Guided imagery is one of the branches of psychosomatic medicine that helps the patient to do self-healing using inner forces [12]. Decety in 1996 stated that guided imagery activates points in the brain that are activated during the actual execution of movements; in other words, the brain is exercised in the absence of physical activity [13]. Although the main mechanism of the mental imagery process is not clear, reorganization of the cerebral cortex in response to visual stimuli likely increases the absorption of the sensory–motor cortex and, as a result, improves the motor performance of patients [14].

The result of using motor imagery in improving the walking pattern of patients with movement disorders indicates that the gait, speed, and symmetry of the patient’s steps in the presence of the visualized auditory stimulus show a high level of improvement [15]. However, no study was found in which a nature-based guided imagery intervention was used to improve movement disorders. Since MS is a multifocal disease involving different physical and cognitive aspects of the patient, the present study was conducted to investigate the effect of guided imagery on walking and balance dysfunction in PWMS.

2. Materials and Methods

This research is a randomized clinical trial with two groups of intervention and control, which was conducted in 2023. The study was approved by the Research Council (IR.KMU.REC.1402.289).

The sample size was computed by calculating the effect size (0.747) based on conducting a pilot study on 20 patients (without considering this number of samples in the total sample size). Using the specialized G-Power software, the sample size was calculated to be 33 patients in each group, considering 10% attrition. Available sampling was done among the patients referred to the desired treatment center. Out of the total population of 340 PWMS, randomly, 66 patients who fulfilled the inclusion criteria were included and divided into two intervention (n = 33) and control (n = 33) groups using the simple randomized method by computer.
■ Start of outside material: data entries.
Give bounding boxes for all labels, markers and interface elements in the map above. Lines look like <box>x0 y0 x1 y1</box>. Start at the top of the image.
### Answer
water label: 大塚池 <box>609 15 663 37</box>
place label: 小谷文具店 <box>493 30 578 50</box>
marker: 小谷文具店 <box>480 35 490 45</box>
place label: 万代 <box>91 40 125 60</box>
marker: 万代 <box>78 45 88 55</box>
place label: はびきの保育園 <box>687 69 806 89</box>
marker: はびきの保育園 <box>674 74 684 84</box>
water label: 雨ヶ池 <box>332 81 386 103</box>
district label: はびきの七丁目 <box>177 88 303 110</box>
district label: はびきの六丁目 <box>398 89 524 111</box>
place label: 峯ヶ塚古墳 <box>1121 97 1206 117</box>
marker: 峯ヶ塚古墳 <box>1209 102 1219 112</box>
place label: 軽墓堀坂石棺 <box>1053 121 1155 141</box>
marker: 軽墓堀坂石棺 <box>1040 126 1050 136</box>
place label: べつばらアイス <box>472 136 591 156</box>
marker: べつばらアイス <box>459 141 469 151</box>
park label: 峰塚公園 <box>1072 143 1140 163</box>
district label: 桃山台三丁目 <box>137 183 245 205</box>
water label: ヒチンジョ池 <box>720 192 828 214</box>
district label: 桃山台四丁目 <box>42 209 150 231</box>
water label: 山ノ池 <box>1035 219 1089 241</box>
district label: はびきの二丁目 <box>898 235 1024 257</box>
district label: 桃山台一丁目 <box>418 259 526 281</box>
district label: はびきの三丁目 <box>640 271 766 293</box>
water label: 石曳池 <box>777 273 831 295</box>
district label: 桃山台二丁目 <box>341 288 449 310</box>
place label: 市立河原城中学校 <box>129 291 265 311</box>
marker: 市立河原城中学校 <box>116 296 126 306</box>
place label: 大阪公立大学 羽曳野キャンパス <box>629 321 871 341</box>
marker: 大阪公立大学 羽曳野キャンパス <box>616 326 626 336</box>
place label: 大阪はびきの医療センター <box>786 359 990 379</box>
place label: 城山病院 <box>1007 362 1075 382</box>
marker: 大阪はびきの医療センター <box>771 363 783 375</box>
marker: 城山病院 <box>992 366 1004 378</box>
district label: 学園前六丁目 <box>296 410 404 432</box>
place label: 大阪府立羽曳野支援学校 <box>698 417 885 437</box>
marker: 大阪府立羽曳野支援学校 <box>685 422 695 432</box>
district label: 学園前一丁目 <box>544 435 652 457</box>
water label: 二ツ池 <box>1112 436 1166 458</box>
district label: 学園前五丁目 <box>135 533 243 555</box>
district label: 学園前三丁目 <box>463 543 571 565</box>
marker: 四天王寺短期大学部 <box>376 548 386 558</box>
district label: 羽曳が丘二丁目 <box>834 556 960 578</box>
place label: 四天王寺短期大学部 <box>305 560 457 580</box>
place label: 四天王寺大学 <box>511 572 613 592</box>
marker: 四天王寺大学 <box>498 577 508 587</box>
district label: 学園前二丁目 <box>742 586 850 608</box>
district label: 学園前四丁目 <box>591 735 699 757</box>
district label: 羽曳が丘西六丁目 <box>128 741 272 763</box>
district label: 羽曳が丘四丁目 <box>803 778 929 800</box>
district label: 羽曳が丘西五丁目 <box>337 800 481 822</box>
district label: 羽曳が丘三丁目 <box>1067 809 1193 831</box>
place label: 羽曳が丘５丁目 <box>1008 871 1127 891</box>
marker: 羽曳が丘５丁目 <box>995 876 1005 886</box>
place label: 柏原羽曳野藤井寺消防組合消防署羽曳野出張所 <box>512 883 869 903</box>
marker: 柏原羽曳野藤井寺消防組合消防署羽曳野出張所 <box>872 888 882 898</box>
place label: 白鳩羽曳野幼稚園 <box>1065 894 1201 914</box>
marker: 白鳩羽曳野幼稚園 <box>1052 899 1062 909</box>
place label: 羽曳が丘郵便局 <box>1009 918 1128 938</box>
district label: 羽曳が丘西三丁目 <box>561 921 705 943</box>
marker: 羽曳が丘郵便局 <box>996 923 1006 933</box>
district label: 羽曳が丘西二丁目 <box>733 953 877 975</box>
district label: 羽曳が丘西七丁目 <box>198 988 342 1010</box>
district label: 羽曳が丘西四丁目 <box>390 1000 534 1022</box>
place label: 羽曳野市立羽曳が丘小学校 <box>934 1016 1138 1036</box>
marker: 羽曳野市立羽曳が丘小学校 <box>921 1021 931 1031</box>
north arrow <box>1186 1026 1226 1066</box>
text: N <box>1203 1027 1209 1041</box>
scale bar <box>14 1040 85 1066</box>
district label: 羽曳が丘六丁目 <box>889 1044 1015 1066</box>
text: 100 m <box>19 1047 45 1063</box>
The intervention and control groups were matched in terms of the duration of MS before the intervention (Figure 1).

Details are in the caption following the image
CONSORT map.

The inclusion criteria were as follows: having MS of relapsing-remitting MS (RRMS), primary progressive MS (PPMS), or secondary progressive MS (SPMS) with the confirmation and diagnosis of a neurologist; ability to communicate in Persian; acceptable speaking ability; acceptable hearing ability so that the patient can hear the researcher’s voice and audio file completely and clearly; age range of 18–60 years [16]; ability to walk at least 50 m using the patient’s usual mobility aids such as canes and walkers in a 6-min walk test (6MWT) before the intervention [17]; not suffering from any primary neurological, psychological, cardiac, respiratory, and other diseases such as osteoarthritis or rheumatoid arthritis and musculoskeletal diseases that affect the patient’s usual movement ability; failure to participate in a rehabilitation program or physical activity that affects the disease in at least the last 2 months or changing the treatment in a way that affects the patient’s movement ability (physiotherapy or drug treatment) [8]; and not having used high-dose steroids in the past month. High-dose steroid therapy is defined according to the following protocol: steroid administration of 50 mg/day intravenously (IV) for 6 days, or 40 mg intramuscularly (IM) for a longer period of 15 days, or 20 mg IM for more than 30 days [18]; not having experienced any severe clinical relapse in disease in the last month; receiving a score between 1 and 5.6 on the Extended Disability Status Scale (EDSS), which indicated mild to moderate disability [17]; and at least 1 year had passed since the diagnosis of MS. [8] The exclusion criteria were pregnancy [17, 19].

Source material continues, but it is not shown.